February 20, 2011 at 9:57 pm
Hey Ali,
Thanks! I’ve never really understood how people arrive at this criticism, though Latour, it seems to me, does not do himself any favors when discussions of capitalism comes up. As articulated in this, talk, however, the sorts of things that you raise are exactly what I’m trying to get at. I’m interested in how the assemblages such as those we find in neo-liberal capitalism come to arise and maintain themselves at all.
As for the question of how to think something other than neo-liberal capitalist hegemony, I kinda think this is above my pay grade. This might have something to do with my Lacanian background and experience as a psychoanalyst. In the psychoanalytic clinic, the role of the analyst is to be an advocate for the analysand’s desire, not to harbor fantasies of what the analysand ought to be. The point is to create a space through which the analysand can articulate their desire. Often this will turn out to be something other than what the analyst might want or wish for.
I think something similar is the case with social change. It is the people that invent their forms of life. We saw that last week in the case of Egypt. The role of the theorist, I believe, is not to offer an alternative to existing social assemblages, but rather to play the part of a cartographer of social assemblages, how they are put together, what actors are involved, and how they produce a certain sort of inertia that maintains the assemblage. This is what Marx did in works like Capital, what Foucault did in works like Discipline and Punish or what Judith Butler does in works like Gender Trouble.

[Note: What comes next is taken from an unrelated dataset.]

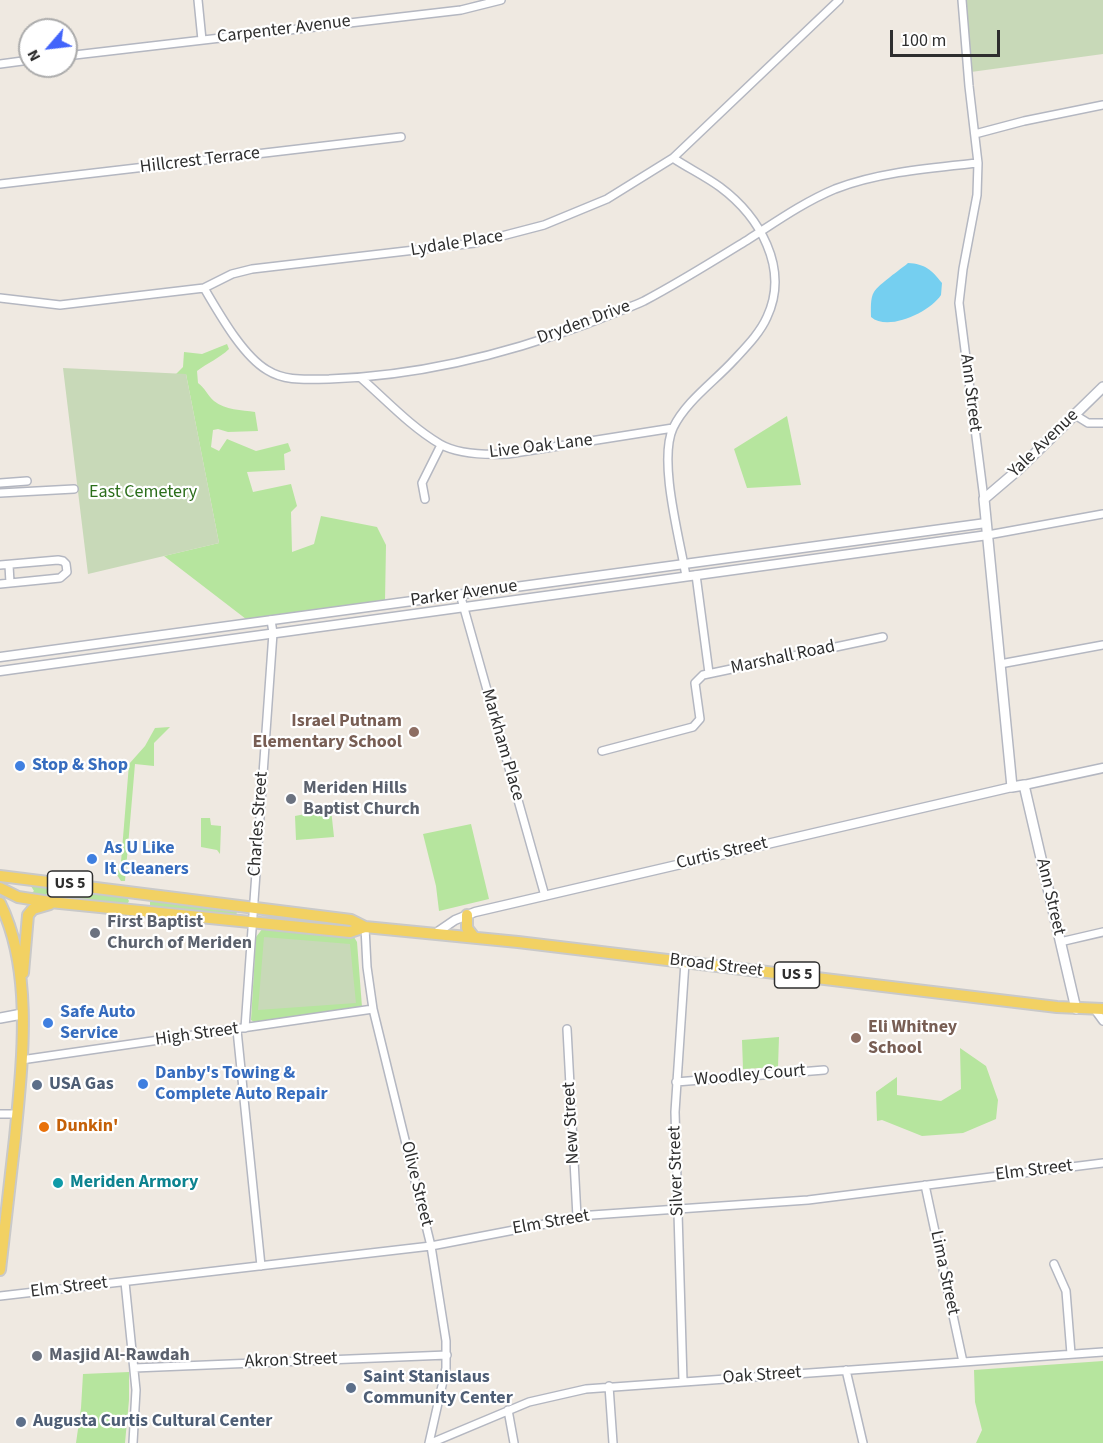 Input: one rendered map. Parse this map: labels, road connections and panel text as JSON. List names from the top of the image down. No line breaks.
{"streets":{"main road":["Ann Street","Yale Avenue","US 5","Broad Street"],"street":["Carpenter Avenue","Hillcrest Terrace","Lydale Place","Dryden Drive","Live Oak Lane","Parker Avenue","Marshall Road","Markham Place","Charles Street","Curtis Street","High Street","Woodley Court","New Street","Silver Street","Elm Street","Olive Street","Lima Street","Akron Street","Oak Street"]},"crossings":[["Lydale Place","Dryden Drive"],["Dryden Drive","Ann Street"],["Dryden Drive","Live Oak Lane"],["Ann Street","Yale Avenue"],["Ann Street","Parker Avenue"],["Ann Street","Curtis Street"],["Ann Street","Broad Street"],["Parker Avenue","Marshall Road"],["Parker Avenue","Markham Place"],["Parker Avenue","Charles Street"],["Markham Place","Curtis Street"],["Charles Street","Broad Street"],["Charles Street","High Street"],["Charles Street","Elm Street"],["Curtis Street","Broad Street"],["Broad Street","Silver Street"],["Broad Street","Olive Street"],["High Street","Olive Street"],["Woodley Court","Silver Street"],["New Street","Elm Street"],["Silver Street","Elm Street"],["Silver Street","Oak Street"],["Elm Street","Olive Street"],["Elm Street","Lima Street"],["Olive Street","Akron Street"],["Olive Street","Oak Street"],["Lima Street","Oak Street"]],"parks":["East Cemetery"],"places":["Israel Putnam Elementary School","Stop & Shop","Meriden Hills Baptist Church","As U Like It Cleaners","First Baptist Church of Meriden","Safe Auto Service","Eli Whitney School","Danby's Towing & Complete Auto Repair","USA Gas","Dunkin'","Meriden Armory","Masjid Al-Rawdah","Saint Stanislaus Community Center","Augusta Curtis Cultural Center"],"scale_bar":"100 m","north":"bottom left"}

Often this sort of work provides little in the way of alternatives, but by revealing the networks upon which certain social relations are dependent, they’ve done far more to change the world as people take these things up and begin to experiment with alternatives by forming new networks, abolishing certain relations in existing networks, and so on. In addition to this work of cartography, I also think social theorists play a role in reflecting those dissident tendencies and their meaning as they unfold in the social field. In this way they assist in rendering new possibilities available so that these emerging practices might be intensified.
February 20, 2011 at 10:52 pm
Its interesting in relation to the field I work in (art, contemporary sculpture) because there does seem to be this tension surrounding the plurality of production in a market system – the reduction of objects to the economic determination of the market, the speed at which work is co-opted as ‘style’ or design or rhetoric, or a heavy emphasis on a critical position as the debasing of the conditions which underlie production.
This always seems extremely narrow and focused through a priviledging of ‘meaning’ as the ultimate arbitrator of worth. Where actual objects and systems become a kind of place-marker or purely significatory.
February 21, 2011 at 2:52 am
if you get a chance check out Rabinow’s ‘Foucault’s Untimely Struggle’ Theory,Culture, and Society2009 v26(6)
where following Deleuze on the “history-less penumbra(nuee)” that always accompany significant events he suggests that “the critical task of the thinker:to seize an event in its becoming, while the work of the historian is to insist on the importance of historical elements as conditioning whatever takes place. The latter method, of course, produces valid knowledge of a specific sort: the former, the ‘inopportune'(l’intempestif), operates adjacently, in a space of becoming where the old and the new are available if one approaches them in a mode of vigorous contemplation of the about-to-be-actual.”